# What is expected:
Copy out every line of the data where the word "positions" is found.

# Data for this task:
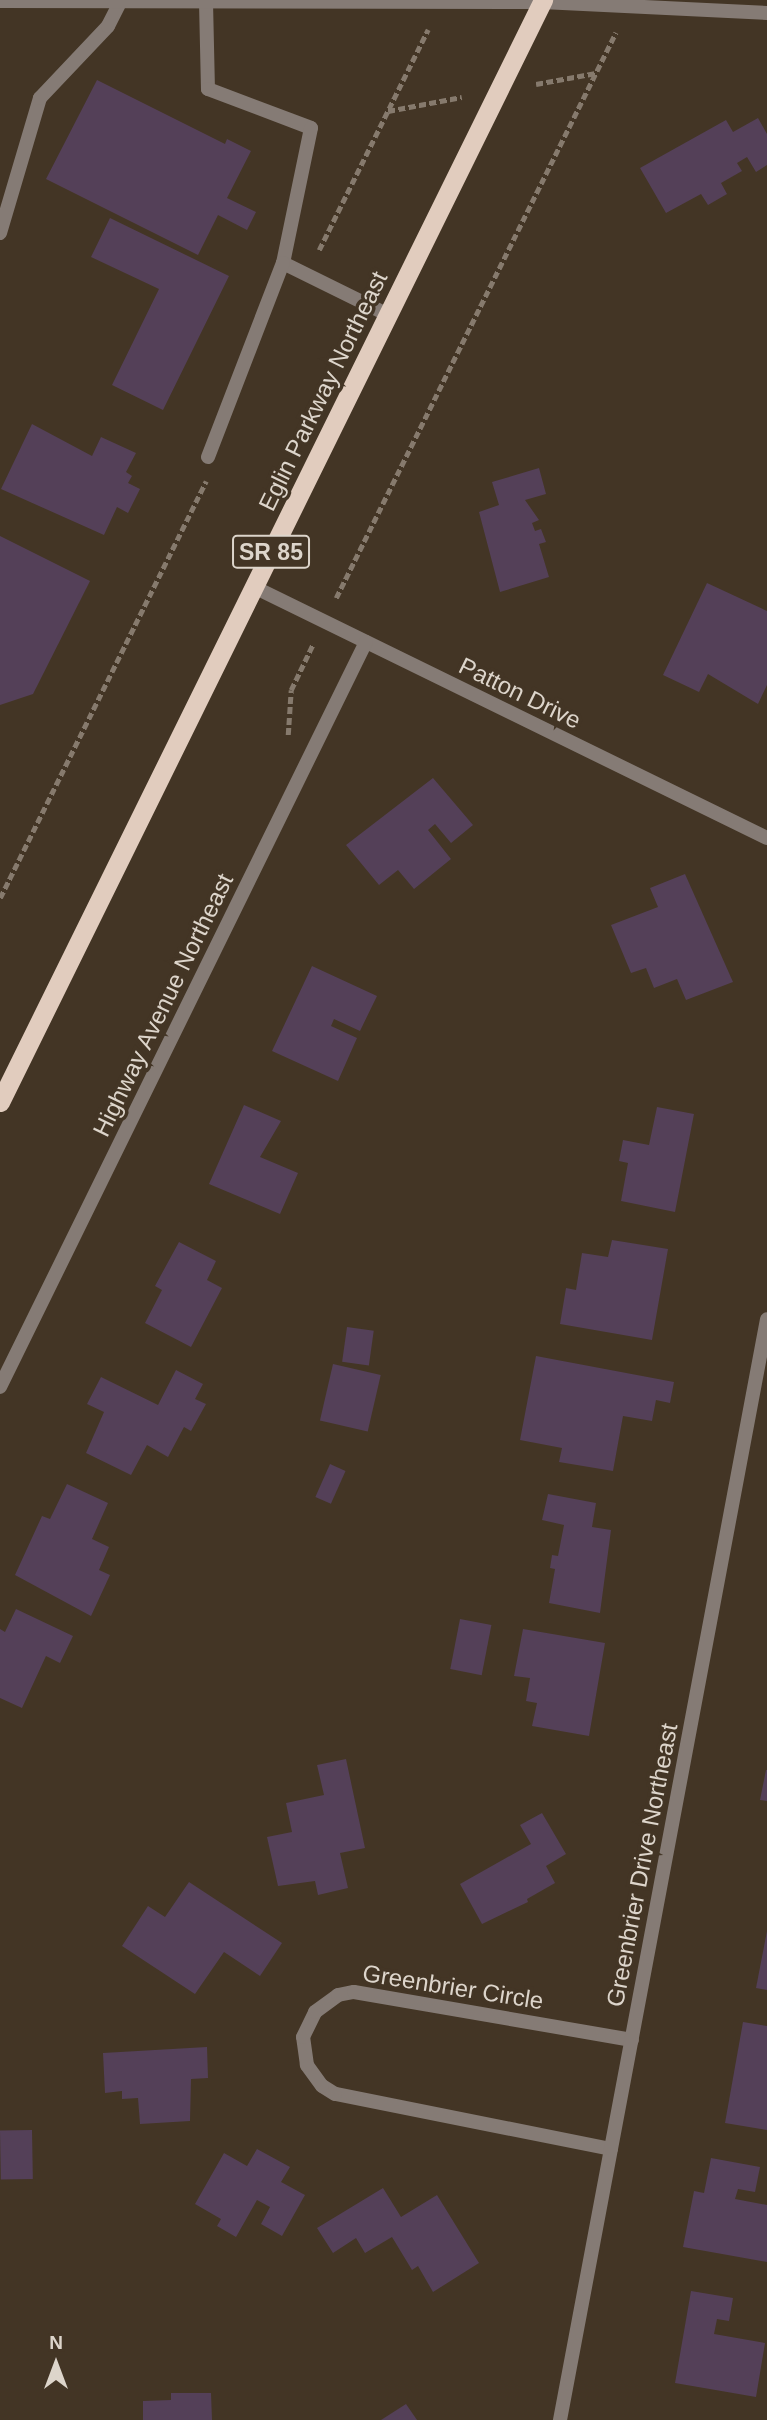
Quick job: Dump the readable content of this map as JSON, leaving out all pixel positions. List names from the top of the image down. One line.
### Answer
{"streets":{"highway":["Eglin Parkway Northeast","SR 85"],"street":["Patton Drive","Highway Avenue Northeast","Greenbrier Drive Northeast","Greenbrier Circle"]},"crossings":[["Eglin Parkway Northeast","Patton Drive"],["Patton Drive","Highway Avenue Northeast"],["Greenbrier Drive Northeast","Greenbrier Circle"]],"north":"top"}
...
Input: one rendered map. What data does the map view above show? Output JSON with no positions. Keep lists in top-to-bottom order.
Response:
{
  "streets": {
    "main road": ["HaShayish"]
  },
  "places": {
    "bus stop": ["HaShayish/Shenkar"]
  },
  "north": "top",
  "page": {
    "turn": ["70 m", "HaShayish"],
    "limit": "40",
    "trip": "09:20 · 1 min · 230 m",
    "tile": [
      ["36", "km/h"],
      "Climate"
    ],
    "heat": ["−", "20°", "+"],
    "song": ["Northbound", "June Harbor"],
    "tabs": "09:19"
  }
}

# Result below:
Quick job: Dump the readable content of this map as JSON, leaving out all pixel positions. List names from the top of the image down. One line.
Input: one rendered map. What data does the map view above show? Output JSON with no positions. Keep lists in top-to-bottom order.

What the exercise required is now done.